Your objective => Do any lines in the data below contain "overflow"? If so, copy every one of them.
——
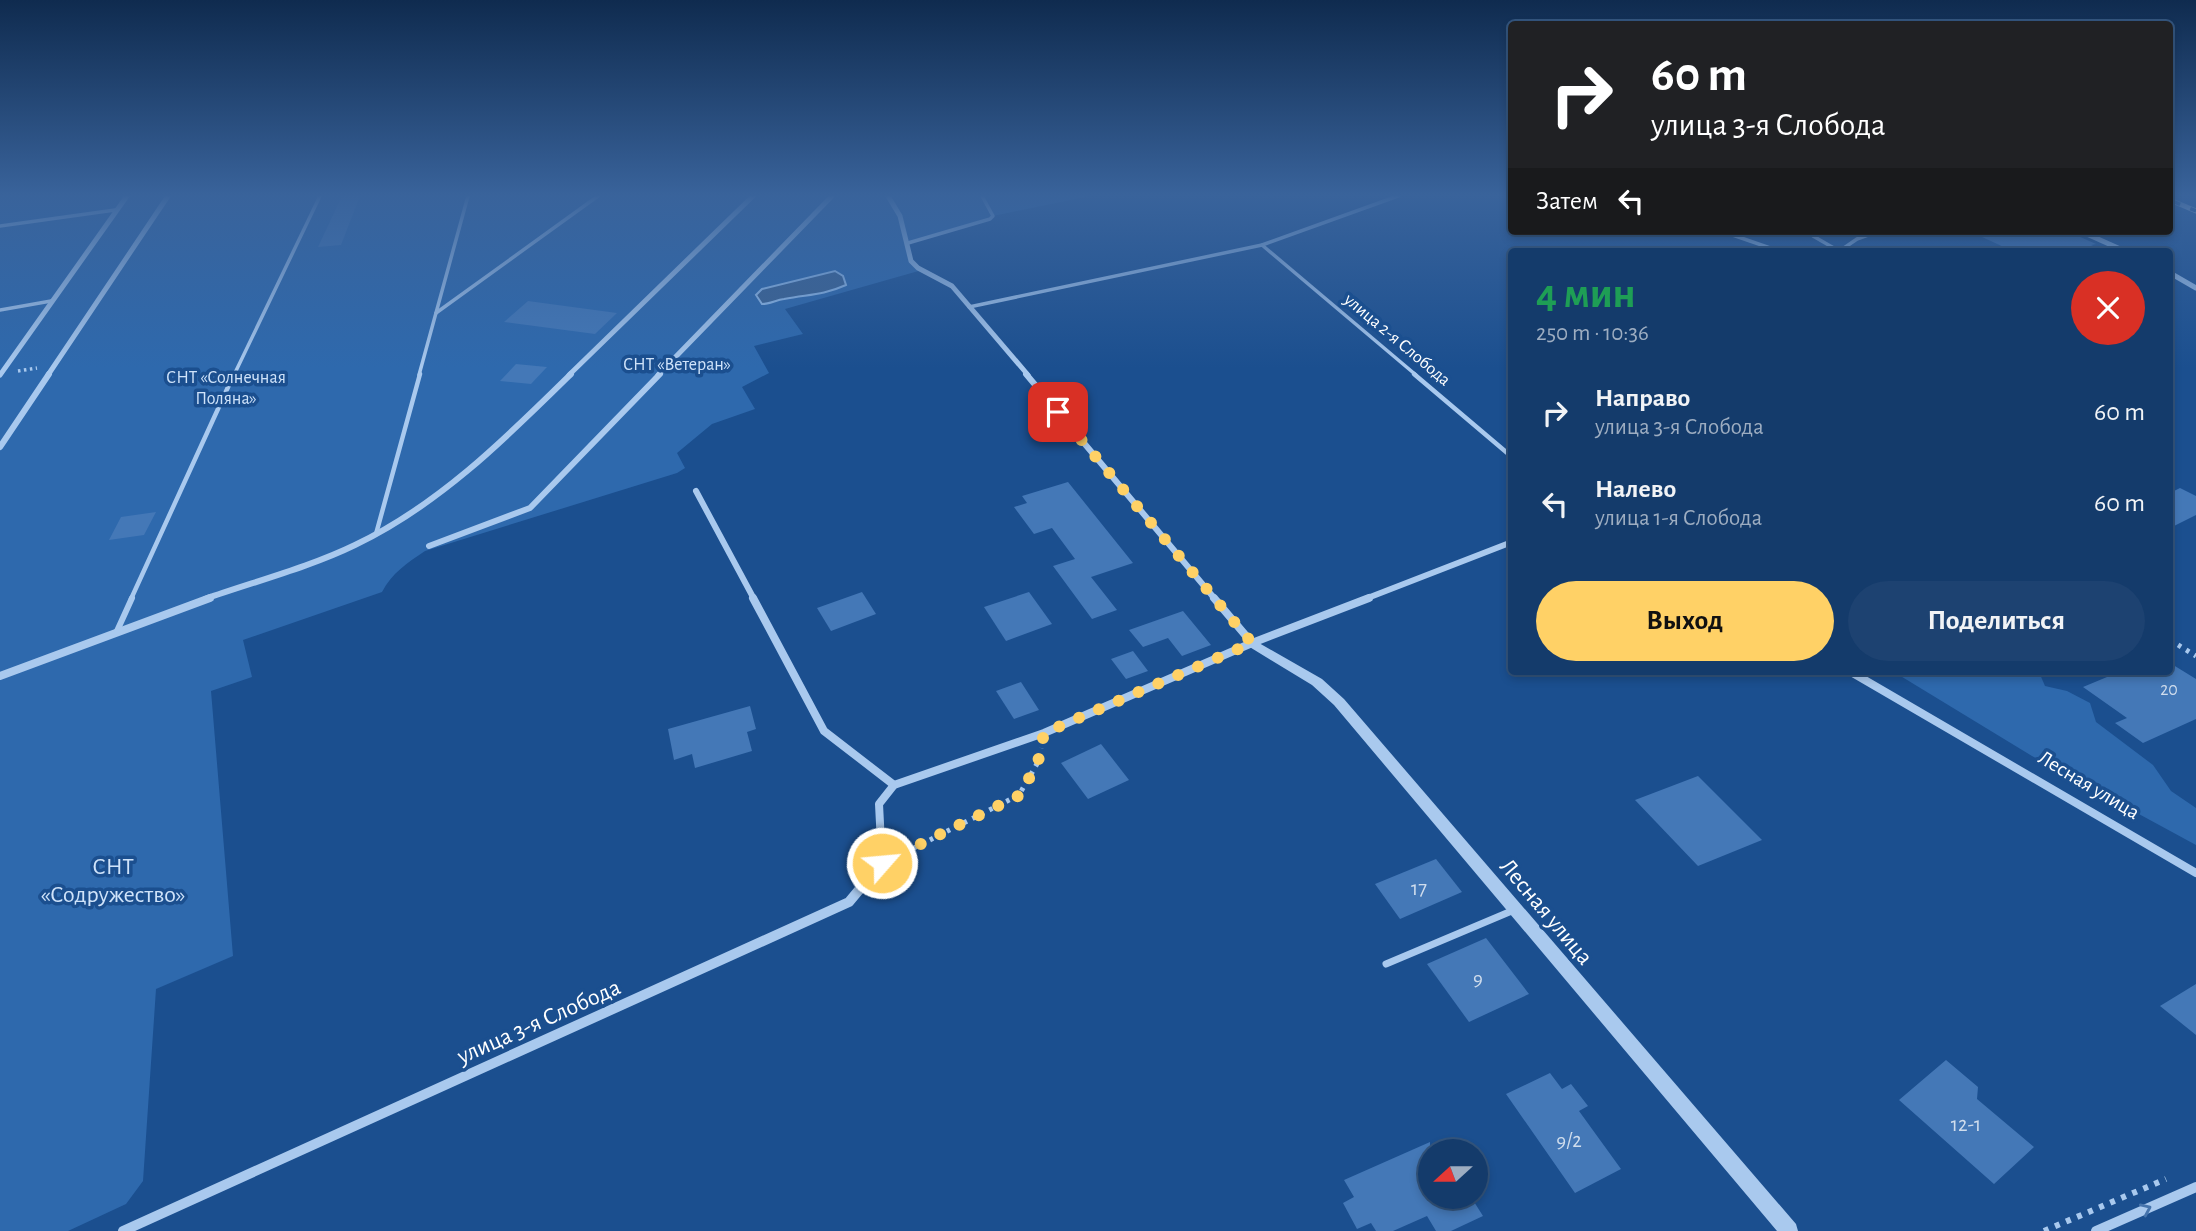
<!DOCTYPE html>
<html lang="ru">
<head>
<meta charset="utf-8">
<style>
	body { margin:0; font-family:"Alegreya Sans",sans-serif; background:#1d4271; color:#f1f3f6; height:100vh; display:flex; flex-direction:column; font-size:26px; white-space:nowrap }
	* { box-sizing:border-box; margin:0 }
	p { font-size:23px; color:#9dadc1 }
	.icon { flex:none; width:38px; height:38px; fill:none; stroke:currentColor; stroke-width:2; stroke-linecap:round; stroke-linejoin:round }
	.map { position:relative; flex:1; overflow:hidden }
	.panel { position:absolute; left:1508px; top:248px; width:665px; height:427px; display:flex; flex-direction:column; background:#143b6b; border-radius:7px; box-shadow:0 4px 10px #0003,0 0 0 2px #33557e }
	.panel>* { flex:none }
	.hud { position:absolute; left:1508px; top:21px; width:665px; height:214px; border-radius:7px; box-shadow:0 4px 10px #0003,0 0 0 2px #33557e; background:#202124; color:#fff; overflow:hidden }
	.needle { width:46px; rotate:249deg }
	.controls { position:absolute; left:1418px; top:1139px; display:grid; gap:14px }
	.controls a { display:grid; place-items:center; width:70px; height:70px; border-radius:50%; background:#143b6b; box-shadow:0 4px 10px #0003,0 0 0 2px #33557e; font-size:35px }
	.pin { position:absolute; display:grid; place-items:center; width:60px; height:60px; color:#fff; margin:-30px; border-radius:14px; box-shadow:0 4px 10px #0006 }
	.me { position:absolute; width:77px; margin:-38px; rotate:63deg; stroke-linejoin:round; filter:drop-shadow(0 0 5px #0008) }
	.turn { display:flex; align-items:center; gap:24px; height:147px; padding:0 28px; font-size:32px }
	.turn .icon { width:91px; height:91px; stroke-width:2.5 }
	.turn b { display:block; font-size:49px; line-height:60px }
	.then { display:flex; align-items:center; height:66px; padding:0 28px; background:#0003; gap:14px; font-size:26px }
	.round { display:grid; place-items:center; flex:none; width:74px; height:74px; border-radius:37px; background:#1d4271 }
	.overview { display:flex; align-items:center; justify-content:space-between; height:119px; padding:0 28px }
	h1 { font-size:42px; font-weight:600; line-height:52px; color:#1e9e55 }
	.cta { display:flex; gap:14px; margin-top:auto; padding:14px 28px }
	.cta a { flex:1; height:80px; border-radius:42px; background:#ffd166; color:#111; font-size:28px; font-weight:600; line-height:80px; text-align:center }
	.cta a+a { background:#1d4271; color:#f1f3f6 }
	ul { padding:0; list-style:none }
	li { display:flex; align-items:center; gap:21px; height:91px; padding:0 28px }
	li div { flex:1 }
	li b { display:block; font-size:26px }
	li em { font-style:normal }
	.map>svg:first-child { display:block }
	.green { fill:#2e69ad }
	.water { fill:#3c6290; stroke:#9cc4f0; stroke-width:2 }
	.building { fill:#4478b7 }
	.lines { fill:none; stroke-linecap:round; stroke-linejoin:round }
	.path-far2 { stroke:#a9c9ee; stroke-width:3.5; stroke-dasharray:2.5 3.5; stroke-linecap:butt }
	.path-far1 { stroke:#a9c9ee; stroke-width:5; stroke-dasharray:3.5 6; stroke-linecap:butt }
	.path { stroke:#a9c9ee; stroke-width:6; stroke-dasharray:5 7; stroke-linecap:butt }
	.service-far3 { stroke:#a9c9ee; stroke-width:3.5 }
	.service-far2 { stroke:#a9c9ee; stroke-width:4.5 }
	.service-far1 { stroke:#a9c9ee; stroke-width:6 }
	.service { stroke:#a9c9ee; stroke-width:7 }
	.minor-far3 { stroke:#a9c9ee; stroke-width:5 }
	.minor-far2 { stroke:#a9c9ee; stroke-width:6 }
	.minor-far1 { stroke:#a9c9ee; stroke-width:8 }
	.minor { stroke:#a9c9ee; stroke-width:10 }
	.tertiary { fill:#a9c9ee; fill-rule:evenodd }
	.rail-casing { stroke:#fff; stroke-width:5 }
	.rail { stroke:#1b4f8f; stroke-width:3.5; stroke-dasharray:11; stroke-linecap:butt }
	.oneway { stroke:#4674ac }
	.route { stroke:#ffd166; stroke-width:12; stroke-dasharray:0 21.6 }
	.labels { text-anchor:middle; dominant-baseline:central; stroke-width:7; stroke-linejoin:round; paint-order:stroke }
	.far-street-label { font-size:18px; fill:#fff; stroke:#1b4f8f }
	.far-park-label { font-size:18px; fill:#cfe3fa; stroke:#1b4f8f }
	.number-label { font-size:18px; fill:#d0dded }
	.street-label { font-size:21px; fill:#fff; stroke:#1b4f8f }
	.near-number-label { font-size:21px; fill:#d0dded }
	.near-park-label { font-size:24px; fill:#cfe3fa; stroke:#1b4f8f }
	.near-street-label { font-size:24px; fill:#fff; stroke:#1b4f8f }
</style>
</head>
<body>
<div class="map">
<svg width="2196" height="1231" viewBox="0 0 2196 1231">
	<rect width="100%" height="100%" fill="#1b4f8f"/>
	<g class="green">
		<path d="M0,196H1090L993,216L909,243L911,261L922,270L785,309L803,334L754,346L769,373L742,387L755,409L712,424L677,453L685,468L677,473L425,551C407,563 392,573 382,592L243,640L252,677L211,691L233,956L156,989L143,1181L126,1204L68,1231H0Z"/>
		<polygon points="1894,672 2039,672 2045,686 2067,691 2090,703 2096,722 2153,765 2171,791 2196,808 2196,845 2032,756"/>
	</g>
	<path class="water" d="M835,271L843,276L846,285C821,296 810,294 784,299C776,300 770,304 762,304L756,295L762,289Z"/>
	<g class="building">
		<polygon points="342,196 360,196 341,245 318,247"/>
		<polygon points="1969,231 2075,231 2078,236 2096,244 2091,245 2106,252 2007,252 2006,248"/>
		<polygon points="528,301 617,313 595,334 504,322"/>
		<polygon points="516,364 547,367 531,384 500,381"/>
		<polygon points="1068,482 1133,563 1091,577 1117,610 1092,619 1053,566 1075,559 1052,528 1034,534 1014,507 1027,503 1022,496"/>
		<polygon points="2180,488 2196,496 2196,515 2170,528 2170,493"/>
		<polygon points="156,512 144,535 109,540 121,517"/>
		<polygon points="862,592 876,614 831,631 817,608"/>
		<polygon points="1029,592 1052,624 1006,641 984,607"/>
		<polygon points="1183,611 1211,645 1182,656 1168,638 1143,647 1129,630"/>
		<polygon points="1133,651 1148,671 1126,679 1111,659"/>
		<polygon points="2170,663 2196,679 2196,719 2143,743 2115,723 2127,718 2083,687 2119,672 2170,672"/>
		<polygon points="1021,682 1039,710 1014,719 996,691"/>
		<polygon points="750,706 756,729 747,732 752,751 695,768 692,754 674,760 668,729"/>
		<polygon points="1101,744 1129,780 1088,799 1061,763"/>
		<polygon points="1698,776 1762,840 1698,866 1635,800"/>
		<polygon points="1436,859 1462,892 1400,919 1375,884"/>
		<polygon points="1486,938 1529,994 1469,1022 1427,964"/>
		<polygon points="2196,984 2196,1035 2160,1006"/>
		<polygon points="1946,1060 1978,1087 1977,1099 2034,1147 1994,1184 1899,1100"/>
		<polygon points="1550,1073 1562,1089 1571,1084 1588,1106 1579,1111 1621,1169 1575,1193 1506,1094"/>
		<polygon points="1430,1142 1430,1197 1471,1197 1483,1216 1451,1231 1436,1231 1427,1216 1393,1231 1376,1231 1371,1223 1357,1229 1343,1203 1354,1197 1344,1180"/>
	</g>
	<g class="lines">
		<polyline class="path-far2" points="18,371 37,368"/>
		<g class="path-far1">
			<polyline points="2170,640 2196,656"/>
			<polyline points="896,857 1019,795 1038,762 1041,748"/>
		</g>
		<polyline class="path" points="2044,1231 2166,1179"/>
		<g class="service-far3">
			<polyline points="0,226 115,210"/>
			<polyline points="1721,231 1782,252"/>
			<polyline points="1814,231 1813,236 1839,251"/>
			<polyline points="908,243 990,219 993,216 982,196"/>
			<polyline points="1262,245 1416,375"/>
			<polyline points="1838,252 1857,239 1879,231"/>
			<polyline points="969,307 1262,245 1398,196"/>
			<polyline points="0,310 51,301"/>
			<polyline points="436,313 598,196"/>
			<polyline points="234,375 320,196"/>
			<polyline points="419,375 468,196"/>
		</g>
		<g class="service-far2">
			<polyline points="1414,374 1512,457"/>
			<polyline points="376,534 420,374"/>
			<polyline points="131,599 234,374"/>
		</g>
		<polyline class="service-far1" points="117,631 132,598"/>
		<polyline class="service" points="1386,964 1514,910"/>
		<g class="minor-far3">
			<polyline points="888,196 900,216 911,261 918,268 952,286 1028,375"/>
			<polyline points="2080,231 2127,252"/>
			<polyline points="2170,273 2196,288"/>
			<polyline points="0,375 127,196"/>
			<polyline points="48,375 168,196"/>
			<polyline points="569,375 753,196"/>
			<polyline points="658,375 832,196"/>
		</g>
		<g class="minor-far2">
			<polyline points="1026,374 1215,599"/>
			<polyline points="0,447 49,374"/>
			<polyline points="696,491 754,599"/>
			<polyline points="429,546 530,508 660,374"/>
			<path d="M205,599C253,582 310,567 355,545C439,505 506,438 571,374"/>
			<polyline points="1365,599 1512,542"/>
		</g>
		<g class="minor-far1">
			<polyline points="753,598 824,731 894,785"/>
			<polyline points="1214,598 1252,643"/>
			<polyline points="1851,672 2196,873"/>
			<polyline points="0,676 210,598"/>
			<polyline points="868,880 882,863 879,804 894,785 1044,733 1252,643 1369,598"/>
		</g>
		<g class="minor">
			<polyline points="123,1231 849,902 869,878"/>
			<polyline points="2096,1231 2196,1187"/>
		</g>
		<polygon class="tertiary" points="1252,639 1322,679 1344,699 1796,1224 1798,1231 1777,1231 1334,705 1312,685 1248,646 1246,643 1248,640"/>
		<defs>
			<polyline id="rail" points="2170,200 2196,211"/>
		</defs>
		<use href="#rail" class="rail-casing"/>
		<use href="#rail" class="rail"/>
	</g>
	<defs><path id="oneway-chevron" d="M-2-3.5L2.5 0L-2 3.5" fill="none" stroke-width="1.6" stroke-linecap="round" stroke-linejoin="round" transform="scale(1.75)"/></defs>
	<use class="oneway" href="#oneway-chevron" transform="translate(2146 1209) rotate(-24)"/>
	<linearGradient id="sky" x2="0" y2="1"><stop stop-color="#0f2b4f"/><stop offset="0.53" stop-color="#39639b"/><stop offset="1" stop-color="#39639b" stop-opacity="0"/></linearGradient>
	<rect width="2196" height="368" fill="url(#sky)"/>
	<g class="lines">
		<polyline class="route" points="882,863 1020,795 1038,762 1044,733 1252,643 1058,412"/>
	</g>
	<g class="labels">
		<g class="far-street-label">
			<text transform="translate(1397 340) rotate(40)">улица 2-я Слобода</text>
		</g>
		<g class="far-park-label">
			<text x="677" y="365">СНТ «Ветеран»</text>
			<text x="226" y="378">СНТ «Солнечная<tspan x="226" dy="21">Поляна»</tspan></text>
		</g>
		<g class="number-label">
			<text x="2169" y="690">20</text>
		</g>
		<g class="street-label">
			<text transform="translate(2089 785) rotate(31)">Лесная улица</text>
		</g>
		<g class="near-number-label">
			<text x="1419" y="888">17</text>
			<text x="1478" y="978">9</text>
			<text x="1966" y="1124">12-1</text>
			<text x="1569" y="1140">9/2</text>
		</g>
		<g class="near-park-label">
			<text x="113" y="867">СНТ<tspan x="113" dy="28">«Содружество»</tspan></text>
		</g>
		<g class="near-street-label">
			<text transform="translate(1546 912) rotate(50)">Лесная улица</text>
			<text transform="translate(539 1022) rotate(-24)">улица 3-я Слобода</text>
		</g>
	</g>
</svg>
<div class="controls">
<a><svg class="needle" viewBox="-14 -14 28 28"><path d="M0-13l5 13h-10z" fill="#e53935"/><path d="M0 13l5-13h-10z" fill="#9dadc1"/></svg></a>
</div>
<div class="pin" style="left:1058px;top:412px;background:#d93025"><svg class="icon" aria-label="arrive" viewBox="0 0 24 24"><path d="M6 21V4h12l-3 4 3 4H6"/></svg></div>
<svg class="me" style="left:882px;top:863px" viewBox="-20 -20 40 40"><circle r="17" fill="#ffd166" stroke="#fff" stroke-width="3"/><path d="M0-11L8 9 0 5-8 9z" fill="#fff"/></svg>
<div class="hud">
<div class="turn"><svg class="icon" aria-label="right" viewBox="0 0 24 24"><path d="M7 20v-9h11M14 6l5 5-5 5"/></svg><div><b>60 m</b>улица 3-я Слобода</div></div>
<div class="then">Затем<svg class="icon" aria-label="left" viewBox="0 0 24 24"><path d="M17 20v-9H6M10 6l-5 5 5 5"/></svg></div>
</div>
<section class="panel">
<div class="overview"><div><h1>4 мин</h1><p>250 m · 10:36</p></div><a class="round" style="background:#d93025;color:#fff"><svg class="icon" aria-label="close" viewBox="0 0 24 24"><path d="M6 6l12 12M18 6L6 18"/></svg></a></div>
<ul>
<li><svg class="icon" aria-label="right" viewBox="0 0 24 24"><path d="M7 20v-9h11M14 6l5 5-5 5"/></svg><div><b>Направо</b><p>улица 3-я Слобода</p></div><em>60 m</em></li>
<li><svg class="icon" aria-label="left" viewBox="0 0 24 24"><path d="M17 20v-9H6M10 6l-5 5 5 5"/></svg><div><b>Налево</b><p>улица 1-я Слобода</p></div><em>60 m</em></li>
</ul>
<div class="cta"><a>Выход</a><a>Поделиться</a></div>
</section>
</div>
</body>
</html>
——
Final answer =>
	.map { position:relative; flex:1; overflow:hidden }
	.hud { position:absolute; left:1508px; top:21px; width:665px; height:214px; border-radius:7px; box-shadow:0 4px 10px #0003,0 0 0 2px #33557e; background:#202124; color:#fff; overflow:hidden }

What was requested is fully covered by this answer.